For those of us who subconsciously pick up our phone every five minutes, a simple elastic band or hair tie wrapped around the handset can work wonders. “You have to move the band to get into your phone, which interrupts the brain in autopilot and reminds you to put it down and crack on,” she adds.
3. Chunk it down
Overwhelmed by mammoth tasks? Chunk them down into bite-sized portions to kickstart your motivation, says Jeffreys. Try embracing the five-minute rule – commit to spending just five minutes on the task at hand, whether it’s reading over a brief or responding to two emails.
“Once we actually get started on a task, we often find we’re in the zone and feel motivated to carry on,” says Jeffreys.
4. Embrace the Pomodoro Technique
The Pomodoro Technique is a time management method developed by Francesco Cirillo in the late 1980s. It works on the principle of breaking work into 25-minute intervals called ‘Pomodoros’.

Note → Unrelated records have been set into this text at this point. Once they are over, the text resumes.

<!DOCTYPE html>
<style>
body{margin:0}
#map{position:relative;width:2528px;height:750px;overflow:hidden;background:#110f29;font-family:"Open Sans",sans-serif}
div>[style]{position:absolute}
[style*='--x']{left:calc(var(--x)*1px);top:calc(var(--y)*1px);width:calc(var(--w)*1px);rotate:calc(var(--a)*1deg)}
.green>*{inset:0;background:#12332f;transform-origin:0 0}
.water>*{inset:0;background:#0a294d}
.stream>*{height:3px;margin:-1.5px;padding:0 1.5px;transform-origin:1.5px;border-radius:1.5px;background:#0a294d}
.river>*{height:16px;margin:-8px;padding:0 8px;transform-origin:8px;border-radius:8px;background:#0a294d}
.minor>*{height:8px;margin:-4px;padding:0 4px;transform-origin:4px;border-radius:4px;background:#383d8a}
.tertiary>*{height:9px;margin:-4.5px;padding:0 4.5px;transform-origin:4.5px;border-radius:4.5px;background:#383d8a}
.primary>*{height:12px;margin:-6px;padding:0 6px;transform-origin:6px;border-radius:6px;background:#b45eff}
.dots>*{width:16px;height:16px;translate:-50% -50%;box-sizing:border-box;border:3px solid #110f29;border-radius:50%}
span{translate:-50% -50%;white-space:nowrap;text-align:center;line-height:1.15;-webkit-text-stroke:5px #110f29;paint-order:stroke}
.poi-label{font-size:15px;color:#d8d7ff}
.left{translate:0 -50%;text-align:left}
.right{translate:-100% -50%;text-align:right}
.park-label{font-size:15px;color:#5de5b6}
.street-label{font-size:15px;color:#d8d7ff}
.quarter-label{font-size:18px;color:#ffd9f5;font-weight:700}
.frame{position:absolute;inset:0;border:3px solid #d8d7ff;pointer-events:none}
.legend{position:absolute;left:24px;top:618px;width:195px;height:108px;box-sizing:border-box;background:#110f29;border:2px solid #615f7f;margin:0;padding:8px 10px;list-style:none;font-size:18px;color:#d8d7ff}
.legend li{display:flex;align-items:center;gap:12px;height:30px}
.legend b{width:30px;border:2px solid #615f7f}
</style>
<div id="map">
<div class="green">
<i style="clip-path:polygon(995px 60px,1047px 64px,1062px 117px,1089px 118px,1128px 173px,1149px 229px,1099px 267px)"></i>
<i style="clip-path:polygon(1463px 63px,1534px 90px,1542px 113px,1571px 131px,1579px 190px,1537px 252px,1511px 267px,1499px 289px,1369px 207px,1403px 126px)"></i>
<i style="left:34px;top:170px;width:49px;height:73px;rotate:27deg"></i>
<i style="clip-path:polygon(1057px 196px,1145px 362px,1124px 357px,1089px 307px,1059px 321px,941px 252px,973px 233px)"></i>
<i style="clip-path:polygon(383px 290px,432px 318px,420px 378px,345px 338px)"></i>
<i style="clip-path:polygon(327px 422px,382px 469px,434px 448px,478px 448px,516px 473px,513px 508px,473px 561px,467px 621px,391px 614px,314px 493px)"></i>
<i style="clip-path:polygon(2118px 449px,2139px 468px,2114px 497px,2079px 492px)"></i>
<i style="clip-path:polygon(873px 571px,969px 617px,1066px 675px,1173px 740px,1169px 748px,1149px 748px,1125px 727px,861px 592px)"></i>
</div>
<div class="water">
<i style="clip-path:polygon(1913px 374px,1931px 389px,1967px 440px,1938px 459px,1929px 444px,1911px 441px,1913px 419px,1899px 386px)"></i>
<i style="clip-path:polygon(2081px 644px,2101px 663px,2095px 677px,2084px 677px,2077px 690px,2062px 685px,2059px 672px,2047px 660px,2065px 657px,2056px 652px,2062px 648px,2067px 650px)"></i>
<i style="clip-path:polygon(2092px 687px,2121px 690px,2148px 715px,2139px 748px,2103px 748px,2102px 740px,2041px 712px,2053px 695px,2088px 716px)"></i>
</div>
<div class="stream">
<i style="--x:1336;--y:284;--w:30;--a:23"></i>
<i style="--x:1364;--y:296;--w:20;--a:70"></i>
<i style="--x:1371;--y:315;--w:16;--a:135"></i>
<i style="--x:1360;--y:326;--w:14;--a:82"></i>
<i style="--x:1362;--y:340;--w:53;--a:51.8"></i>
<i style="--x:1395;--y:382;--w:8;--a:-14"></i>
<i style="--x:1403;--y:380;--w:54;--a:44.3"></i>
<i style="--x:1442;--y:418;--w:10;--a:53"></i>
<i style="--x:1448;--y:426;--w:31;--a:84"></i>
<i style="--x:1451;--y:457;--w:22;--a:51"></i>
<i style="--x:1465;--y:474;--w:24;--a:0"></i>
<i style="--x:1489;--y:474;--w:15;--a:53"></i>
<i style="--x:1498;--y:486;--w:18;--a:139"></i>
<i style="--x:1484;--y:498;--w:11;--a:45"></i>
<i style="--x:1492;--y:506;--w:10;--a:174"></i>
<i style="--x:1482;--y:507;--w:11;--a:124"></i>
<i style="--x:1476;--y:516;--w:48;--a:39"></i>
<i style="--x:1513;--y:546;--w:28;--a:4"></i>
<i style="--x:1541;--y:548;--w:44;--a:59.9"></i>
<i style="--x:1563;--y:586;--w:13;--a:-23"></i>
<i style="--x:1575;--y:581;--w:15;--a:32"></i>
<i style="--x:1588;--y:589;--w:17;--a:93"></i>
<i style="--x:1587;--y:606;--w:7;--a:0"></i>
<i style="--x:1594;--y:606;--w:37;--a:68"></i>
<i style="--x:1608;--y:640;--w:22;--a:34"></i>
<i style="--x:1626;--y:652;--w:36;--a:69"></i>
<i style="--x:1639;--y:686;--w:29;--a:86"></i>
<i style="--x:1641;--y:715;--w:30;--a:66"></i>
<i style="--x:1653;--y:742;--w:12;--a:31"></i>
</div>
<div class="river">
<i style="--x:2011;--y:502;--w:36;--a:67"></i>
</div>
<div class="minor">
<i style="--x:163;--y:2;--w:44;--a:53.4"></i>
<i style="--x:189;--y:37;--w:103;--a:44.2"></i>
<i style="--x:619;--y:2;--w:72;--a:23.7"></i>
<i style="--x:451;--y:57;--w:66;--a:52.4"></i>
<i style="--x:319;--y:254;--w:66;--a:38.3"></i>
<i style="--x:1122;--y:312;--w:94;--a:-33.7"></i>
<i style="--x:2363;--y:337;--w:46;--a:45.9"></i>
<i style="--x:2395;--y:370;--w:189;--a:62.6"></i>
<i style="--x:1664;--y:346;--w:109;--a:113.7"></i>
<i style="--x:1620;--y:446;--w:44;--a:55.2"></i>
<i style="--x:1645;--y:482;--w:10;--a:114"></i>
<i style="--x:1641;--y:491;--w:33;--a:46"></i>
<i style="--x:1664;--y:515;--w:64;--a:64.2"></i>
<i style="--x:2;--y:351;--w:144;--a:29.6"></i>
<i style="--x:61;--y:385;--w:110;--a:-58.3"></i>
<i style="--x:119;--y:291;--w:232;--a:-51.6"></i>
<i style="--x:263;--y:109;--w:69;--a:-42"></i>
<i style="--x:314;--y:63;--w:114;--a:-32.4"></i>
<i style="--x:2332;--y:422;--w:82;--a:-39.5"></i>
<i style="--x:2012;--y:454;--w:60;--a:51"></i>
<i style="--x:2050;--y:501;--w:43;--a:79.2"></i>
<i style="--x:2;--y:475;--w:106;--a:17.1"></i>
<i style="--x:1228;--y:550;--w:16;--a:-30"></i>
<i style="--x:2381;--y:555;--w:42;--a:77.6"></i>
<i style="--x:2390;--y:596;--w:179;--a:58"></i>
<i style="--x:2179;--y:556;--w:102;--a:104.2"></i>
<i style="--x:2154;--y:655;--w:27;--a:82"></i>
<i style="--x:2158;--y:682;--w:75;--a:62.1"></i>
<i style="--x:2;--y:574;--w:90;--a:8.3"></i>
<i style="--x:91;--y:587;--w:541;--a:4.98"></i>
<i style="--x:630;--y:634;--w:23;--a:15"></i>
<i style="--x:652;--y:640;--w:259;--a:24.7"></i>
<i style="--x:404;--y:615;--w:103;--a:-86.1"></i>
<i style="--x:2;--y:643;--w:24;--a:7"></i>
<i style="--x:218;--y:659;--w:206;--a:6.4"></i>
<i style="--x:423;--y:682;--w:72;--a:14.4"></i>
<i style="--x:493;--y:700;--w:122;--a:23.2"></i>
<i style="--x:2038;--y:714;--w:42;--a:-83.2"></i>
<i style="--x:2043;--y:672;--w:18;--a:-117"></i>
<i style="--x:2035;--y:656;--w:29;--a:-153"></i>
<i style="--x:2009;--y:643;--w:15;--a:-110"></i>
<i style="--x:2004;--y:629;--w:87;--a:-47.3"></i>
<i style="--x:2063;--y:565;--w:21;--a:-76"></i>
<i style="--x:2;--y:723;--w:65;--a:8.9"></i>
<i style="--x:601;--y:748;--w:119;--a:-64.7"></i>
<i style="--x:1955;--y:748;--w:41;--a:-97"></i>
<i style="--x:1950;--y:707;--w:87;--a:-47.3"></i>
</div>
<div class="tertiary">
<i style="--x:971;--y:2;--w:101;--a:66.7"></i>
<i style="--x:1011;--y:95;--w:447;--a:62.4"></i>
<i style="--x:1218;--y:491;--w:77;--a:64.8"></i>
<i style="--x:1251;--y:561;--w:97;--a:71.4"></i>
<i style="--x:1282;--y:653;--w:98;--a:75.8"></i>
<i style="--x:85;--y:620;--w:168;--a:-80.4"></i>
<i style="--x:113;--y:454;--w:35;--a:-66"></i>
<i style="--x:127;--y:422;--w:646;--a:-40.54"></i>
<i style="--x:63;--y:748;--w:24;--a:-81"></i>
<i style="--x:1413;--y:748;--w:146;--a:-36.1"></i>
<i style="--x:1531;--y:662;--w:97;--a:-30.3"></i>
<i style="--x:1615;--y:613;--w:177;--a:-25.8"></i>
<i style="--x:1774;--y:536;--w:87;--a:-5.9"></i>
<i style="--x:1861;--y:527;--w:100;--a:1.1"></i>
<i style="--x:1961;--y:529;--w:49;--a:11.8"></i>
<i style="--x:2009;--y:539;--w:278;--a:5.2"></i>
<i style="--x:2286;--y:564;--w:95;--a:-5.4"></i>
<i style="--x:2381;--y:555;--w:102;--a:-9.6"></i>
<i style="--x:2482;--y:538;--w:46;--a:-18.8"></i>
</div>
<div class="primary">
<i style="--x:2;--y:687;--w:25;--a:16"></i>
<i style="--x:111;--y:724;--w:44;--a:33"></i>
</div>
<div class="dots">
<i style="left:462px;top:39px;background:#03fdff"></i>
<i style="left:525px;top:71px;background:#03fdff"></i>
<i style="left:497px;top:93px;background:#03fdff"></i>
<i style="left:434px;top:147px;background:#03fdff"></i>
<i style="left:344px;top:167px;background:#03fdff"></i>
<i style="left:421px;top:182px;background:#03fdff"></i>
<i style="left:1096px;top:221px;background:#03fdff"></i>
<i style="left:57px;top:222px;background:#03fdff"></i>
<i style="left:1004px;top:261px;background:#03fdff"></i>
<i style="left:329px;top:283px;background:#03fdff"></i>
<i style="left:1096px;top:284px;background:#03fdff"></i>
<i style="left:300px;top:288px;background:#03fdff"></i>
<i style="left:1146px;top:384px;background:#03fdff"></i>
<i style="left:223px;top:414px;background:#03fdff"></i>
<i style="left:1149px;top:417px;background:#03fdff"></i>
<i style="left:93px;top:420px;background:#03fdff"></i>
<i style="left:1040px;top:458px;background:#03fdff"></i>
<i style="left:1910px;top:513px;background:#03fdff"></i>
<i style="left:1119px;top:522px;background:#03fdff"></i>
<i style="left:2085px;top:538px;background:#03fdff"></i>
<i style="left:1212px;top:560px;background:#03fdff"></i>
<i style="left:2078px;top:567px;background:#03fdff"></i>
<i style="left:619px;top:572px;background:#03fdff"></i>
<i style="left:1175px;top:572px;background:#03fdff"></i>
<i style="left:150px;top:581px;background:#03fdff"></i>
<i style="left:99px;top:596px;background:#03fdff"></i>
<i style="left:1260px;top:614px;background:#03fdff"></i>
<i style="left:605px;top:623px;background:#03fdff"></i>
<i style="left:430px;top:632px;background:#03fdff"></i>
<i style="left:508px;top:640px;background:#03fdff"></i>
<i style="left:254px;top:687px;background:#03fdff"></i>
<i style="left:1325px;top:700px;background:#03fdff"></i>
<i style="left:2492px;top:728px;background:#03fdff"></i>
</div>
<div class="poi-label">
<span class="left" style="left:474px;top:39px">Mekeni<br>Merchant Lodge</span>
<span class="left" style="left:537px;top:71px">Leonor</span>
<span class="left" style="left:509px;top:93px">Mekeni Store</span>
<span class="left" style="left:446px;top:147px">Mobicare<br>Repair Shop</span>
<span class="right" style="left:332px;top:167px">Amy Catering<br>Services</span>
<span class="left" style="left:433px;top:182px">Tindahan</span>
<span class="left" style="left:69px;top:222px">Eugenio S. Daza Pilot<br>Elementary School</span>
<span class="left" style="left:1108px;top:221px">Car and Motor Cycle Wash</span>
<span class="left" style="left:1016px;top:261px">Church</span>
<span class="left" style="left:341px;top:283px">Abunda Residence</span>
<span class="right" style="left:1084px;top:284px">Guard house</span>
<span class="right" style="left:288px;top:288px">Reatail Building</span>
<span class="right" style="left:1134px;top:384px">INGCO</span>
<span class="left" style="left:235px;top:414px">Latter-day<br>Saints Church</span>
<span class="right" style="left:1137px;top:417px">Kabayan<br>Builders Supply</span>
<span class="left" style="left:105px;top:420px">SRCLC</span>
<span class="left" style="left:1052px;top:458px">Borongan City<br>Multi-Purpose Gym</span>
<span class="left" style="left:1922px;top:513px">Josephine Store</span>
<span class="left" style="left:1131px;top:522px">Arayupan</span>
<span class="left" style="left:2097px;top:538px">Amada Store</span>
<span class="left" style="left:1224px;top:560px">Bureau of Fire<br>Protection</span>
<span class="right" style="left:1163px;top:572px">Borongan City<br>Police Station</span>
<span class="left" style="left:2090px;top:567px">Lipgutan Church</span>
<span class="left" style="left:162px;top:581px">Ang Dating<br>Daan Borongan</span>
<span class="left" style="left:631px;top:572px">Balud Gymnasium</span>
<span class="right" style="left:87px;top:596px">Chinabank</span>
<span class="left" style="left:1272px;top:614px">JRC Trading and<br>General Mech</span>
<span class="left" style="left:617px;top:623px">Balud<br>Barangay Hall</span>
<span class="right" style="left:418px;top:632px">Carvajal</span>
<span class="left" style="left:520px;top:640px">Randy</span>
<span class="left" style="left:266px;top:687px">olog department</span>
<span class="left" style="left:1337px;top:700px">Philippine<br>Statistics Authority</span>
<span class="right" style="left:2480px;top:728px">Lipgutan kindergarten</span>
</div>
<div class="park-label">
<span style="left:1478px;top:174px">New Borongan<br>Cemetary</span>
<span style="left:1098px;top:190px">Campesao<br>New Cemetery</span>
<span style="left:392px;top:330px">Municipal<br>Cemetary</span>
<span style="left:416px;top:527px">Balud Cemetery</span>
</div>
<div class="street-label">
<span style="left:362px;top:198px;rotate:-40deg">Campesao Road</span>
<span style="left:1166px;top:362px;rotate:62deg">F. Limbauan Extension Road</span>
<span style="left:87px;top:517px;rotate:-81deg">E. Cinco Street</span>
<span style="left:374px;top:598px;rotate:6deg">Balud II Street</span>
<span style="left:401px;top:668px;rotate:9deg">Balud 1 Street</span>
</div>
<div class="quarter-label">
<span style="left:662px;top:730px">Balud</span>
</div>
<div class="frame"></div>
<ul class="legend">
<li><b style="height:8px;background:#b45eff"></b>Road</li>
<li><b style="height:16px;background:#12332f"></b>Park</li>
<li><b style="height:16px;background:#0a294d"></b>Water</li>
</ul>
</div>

During each Pomodoro, you focus solely on a single task without any interruptions or distractions. Once the timer goes off, you take a short five-minute break. After completing four Pomodoros, you take a longer break, typically around 15-30 minutes. “This type of workflow keeps cognitive boredom at bay and rewards us in manageable periods of time, which increases motivation and helps us focus,” says Jeffreys.
A word of advice though – ditch the phone timer. Instead, opt for a physical kitchen timer or use online alternatives to avoid unnecessary distractions.
5. Try a nootropic
Nootropics are supplements that are thought to enhance cognitive function. Think of them like a multivitamin for the brain. The exact mechanisms of how nootropics work in the brain can vary (depending on the specific ingredients), but they often aim to enhance neurotransmitter activity, increase blood flow to the brain, or protect brain cells from damage.
Taken as a daily supplement, Form’s Edge (£19 for 60 capsules) combines high-strength herbal extracts with potent nootropics and B Vitamins to help improve focus. It also packs a punch of Bacopa Monnieri – a herb that’s traditionally used in Ayurveda and has demonstrated memory improvement and anxiety reduction properties in peer-reviewed studies.
If you’re making changes to your supplements or you’re struggling with long-term difficulties in maintaining focus, it’s always a good idea to speak with your doctor. Our mental and physical wellbeing is intricately intertwined, and certain health issues can manifest as challenges with focus and concentration. Consulting with your GP can help rule out any potential health concerns, and ensure that you receive the appropriate treatment and support.